Jojoba: The Desert’s Golden Treasure for Your Xeriscape Garden
If you’re looking for a drought-tolerant native shrub that’s as practical as it is beautiful, let me introduce you to jojoba (Simmondsia chinensis). This unassuming desert dweller has been quietly thriving in the American Southwest for millennia, and it’s ready to bring its low-maintenance charm to your garden.





What Makes Jojoba Special?
Jojoba is a hardy perennial shrub that perfectly embodies the plant it and forget it philosophy. With its silvery-blue to gray-green oval leaves and naturally rounded form, this multi-stemmed beauty creates an elegant backdrop in any desert or Mediterranean-style landscape. Don’t expect flashy flowers—jojoba keeps things subtle with small, inconspicuous yellow blooms in late spring.
Where Jojoba Calls Home
This native gem naturally grows across Arizona, California, and Utah, making it a true child of the American Southwest. Jojoba thrives in the Sonoran Desert region, where it has adapted to some of the harshest growing conditions imaginable.

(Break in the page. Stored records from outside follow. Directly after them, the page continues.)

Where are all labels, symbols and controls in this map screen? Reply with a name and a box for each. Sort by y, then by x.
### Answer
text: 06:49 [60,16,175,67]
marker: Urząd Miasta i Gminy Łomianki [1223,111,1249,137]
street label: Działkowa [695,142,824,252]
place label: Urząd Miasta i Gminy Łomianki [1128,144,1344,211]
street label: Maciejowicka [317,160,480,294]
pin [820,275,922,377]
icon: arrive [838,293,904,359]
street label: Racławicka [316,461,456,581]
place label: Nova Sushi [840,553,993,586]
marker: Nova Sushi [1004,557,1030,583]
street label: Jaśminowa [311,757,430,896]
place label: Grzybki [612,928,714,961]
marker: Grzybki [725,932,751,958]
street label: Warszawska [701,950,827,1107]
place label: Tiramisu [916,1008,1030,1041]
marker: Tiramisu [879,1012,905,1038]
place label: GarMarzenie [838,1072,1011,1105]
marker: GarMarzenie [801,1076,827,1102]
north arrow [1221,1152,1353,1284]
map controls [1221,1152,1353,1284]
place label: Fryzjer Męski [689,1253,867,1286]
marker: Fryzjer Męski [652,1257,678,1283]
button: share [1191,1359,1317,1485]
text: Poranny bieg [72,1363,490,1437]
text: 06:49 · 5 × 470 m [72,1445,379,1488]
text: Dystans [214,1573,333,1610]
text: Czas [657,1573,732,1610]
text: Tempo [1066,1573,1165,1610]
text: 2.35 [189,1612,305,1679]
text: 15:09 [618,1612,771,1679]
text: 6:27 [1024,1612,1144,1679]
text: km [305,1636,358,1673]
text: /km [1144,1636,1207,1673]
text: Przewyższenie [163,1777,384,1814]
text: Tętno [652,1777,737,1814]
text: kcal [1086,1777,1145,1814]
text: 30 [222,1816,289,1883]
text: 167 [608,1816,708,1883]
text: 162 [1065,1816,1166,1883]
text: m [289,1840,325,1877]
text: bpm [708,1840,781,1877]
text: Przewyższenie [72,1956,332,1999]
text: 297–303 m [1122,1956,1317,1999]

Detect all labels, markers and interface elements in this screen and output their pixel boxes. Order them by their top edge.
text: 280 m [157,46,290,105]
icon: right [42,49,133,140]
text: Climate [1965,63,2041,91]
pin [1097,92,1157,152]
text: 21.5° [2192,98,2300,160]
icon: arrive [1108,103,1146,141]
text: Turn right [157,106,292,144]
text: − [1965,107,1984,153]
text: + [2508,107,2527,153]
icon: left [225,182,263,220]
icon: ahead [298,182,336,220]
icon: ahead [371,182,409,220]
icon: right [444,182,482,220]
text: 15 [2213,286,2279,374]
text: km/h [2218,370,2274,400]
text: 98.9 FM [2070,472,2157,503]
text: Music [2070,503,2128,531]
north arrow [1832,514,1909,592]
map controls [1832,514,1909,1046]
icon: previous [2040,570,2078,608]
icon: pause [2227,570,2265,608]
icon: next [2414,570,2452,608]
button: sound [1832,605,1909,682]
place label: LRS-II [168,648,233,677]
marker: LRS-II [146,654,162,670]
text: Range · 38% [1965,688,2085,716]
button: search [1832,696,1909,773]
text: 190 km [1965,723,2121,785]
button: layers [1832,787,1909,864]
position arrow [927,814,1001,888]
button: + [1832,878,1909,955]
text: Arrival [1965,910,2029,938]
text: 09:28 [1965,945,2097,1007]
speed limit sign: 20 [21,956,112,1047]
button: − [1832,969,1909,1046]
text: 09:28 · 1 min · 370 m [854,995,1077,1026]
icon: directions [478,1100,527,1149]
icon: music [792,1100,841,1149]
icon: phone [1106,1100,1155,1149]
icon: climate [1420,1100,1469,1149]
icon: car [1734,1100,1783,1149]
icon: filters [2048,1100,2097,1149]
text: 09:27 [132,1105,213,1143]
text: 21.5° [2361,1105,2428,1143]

Size and Growth Expectations
Patience is a virtue with jojoba—this shrub takes the slow and steady approach to life. With a moderate growth rate, your jojoba will eventually reach about 7 feet tall and equally wide, creating a perfect rounded specimen. At 20 years, you can expect it to hit its mature size, rewarding your patience with decades of reliable performance.
Perfect Garden Roles
Jojoba shines in several landscape roles:
- Specimen plant for focal points
- Natural hedge or screen (with multiple plants)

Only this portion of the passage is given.